A simulation conducted by South Korea’s National Assembly Research Service using last year’s birth rate of 1.19 children per woman and found that the country’s 50 million population will decrease by 10 million in 2056 and by 30 million in 2100. By 2750, at the current birth rate, there will be no South Koreans.
South Korea has among the lowest birth rates of any country—the World Factbook’s 2014 statistics put it slightly higher, at 1.25, but that’s still well short of the 2.1 births per woman needed to maintain a stable population.

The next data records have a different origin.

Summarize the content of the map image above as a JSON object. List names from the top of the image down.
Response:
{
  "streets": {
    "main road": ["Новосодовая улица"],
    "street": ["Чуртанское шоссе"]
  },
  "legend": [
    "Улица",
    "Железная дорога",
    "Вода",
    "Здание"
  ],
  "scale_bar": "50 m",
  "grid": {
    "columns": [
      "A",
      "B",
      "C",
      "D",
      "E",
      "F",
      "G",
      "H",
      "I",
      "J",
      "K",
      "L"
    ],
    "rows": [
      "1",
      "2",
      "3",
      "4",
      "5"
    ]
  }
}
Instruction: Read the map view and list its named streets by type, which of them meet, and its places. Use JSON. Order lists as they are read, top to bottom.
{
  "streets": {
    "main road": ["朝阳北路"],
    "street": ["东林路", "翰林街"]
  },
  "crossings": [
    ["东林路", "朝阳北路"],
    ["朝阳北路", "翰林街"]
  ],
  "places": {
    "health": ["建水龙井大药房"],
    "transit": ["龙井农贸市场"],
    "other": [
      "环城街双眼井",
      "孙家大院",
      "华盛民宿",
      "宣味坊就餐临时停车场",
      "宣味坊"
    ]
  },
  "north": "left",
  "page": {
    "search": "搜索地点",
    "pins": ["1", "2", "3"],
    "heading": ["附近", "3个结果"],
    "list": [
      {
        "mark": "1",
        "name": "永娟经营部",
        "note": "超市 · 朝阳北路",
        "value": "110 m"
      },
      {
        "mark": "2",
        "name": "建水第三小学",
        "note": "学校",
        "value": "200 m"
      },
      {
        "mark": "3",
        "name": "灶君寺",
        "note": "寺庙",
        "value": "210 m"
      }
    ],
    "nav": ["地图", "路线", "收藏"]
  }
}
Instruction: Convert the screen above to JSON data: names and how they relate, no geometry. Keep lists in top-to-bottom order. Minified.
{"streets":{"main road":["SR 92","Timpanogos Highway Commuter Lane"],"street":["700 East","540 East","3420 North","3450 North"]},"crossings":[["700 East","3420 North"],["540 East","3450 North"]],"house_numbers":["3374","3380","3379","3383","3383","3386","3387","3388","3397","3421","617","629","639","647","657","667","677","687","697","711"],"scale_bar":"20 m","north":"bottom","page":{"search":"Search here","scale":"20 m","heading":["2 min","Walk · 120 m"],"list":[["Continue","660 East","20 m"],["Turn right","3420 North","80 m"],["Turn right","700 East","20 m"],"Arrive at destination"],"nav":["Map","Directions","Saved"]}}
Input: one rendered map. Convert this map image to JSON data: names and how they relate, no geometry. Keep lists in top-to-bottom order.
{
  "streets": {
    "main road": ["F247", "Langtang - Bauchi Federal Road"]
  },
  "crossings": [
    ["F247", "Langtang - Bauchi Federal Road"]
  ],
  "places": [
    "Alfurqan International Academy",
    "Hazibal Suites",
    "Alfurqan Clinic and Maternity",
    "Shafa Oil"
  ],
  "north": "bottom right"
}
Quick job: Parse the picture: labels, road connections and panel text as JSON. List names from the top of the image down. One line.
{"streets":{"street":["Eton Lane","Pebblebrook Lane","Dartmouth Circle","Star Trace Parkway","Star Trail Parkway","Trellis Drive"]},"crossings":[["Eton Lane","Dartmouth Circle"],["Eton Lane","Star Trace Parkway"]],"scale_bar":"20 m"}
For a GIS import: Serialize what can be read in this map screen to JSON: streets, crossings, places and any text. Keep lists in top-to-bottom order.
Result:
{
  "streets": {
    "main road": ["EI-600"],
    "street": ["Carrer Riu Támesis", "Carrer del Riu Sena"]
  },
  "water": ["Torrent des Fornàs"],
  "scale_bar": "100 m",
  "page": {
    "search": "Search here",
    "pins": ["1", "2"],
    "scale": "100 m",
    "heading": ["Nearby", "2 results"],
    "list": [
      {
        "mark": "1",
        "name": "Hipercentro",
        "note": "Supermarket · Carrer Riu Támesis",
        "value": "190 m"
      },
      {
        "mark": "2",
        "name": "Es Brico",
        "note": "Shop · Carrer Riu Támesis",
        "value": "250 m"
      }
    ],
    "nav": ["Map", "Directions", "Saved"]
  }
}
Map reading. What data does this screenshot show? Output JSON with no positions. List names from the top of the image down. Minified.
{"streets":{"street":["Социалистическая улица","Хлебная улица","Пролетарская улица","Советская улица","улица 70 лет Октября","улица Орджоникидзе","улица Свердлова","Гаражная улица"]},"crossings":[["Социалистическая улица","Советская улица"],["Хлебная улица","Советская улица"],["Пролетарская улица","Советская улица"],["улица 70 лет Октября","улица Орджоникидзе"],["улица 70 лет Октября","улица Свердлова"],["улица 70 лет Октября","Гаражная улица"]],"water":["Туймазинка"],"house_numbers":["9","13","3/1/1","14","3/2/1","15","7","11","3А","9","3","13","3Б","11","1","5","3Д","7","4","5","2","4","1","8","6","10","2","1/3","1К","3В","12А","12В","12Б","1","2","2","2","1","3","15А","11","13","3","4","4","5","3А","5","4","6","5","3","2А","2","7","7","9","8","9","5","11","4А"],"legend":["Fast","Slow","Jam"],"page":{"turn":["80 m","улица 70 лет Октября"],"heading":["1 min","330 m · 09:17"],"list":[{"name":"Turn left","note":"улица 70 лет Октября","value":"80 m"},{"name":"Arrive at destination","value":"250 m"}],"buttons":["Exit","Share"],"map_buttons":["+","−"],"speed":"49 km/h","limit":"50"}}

The decreasing birth rate is attributed to social and economic changes in a country that has gone from developing to developed in a generation. Many women now in the workforce want to delay marriage. Raising a family is hard when both members of a couple work—South Koreans have the longest work hours among OECD countries. Add to that the spiraling costs of raising and educating children: the Ministry of Health and Welfare reported in 2013, it cost more than 300 million won ($263,000) to raise a child from birth to university graduation. (In Beijing, the average cost is 429,000 yuan, or about $69,700.)
Policy makers are seeking to provide public child care for 30% of the country’s children by 2017 so that more women can balance demands of work with having children. They’re also trying to encourage paternity leave, hoping women will be encouraged to have children if fathers play a bigger role in the rearing process.